Signal processing in the cells and circuits of somatosensory cortex.
In the real world, things change fast. As such, many sensory systems in mammals are tuned for the detection of rapidly changing stimuli. Here, the sense of touch in rodents is used to understand how the brain transforms rapidly changing stimuli into strong neuronal signals.
This study explains how responses to fast sensory stimuli depend on: properties of single neurons synaptic interactions between multiple neurons changes in these interactions induced by complex stimuli suppression of unstable sensory responses
The project uses an innovative combination of experimental and mathematical techniques, including a novel application of real-time computing - connecting real neurons in a living brain slice to virtual neurons simulated on a computer.
The study will also provide a unique research experience for students at many levels.

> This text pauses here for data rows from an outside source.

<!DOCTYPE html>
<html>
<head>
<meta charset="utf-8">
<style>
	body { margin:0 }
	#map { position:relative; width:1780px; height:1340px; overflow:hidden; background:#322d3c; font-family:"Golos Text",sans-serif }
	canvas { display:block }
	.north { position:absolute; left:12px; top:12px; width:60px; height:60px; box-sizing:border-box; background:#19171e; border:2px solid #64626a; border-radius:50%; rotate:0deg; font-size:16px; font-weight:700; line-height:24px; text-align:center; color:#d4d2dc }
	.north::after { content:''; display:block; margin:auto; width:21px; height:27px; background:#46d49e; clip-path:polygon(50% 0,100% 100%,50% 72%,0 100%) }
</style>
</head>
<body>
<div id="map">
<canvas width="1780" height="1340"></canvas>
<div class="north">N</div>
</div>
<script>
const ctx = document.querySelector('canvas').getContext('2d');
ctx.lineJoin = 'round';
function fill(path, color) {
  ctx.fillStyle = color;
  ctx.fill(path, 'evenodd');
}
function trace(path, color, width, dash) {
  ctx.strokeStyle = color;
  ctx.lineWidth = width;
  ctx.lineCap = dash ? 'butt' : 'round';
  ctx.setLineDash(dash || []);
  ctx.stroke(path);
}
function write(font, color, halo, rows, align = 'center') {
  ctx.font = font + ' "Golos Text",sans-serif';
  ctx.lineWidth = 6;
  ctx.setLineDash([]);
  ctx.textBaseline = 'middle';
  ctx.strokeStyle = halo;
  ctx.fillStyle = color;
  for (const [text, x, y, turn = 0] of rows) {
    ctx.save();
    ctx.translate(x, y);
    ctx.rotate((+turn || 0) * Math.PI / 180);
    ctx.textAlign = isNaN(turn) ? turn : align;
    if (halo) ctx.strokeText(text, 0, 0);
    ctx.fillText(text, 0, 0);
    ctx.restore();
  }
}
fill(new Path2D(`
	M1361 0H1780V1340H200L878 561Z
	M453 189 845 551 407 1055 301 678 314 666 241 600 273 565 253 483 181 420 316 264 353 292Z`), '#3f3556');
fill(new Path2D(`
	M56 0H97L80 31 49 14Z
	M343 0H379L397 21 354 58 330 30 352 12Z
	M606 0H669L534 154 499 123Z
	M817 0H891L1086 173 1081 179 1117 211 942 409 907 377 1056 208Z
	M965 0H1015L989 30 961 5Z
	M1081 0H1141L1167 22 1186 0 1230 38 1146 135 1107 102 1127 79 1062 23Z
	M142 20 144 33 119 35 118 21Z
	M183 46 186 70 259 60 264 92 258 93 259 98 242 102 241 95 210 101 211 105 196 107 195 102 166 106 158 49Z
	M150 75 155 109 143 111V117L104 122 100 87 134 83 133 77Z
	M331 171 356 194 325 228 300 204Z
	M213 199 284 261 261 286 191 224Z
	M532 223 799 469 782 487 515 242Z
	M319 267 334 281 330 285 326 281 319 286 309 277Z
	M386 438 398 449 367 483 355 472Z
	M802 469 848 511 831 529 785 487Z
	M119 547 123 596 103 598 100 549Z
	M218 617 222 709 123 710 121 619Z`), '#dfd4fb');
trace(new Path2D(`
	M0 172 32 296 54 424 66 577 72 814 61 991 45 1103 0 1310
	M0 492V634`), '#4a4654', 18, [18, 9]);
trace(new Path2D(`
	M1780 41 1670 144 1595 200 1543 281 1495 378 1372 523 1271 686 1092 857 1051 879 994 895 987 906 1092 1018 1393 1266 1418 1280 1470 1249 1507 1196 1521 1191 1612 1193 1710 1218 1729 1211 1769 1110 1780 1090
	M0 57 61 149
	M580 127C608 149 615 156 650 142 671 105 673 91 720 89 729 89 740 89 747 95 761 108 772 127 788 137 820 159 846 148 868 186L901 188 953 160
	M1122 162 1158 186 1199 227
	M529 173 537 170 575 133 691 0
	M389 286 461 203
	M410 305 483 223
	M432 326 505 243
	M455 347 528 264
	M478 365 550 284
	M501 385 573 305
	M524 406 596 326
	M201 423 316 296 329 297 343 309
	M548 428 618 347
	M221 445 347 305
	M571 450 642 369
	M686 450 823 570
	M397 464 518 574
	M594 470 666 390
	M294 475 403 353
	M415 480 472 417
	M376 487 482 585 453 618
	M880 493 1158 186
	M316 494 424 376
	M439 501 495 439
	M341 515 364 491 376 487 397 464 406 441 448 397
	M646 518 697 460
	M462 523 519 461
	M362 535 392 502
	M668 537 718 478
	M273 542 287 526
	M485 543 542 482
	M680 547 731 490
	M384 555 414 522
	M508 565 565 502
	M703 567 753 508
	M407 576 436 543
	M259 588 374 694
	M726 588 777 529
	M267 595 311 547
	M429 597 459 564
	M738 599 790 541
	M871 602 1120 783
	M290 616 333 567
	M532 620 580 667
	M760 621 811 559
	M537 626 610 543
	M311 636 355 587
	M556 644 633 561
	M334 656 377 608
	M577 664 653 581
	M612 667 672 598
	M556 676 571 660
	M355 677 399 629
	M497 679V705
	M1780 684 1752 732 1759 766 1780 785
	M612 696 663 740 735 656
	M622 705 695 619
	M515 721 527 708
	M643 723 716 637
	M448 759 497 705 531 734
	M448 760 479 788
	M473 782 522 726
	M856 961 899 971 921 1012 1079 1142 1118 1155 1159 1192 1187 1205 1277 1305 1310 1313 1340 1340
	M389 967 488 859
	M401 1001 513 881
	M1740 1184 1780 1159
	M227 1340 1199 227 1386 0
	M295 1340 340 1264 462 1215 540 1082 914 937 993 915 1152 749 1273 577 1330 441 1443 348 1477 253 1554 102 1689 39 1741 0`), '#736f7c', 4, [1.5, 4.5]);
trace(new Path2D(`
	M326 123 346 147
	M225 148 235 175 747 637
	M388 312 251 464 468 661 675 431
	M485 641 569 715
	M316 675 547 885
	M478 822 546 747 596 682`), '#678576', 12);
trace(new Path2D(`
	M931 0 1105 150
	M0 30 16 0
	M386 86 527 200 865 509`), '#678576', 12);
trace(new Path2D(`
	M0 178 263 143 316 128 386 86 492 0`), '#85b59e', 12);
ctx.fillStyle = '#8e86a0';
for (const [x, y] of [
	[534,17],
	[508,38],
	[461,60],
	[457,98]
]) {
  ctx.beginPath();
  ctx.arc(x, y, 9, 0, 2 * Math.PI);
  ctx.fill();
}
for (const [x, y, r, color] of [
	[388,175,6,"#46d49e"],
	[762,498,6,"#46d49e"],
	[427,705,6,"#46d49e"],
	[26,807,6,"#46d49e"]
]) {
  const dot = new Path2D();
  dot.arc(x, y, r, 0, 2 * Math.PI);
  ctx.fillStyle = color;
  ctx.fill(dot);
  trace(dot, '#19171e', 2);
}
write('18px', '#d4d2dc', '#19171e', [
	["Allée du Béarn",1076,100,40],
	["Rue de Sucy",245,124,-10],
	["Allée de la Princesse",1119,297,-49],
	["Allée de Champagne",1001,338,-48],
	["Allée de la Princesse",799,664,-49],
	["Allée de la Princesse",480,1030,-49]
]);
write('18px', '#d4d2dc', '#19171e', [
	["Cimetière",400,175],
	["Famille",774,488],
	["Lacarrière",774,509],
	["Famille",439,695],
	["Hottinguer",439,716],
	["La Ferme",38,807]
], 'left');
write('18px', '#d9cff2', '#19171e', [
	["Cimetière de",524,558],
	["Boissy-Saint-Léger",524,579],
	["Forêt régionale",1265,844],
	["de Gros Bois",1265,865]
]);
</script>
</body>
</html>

Each of the research goals is accompanied by a specific educational vehicle to provide hands-on experience for students from high-school to graduate school. The intent is to foster an educational atmosphere that breaks down barriers between biology and mathematics, education and discovery, research and play.
Building the bridge from biophysics to behavior requires the development of new ideas and new techniques, such as those used here. More importantly, the best hope for the future lies in training the next generation of interdisciplinary scientists. For it is they who will carry the research forward, using the tools developed today for tomorrow's treatment of brain disorders and cognitive dysfunction.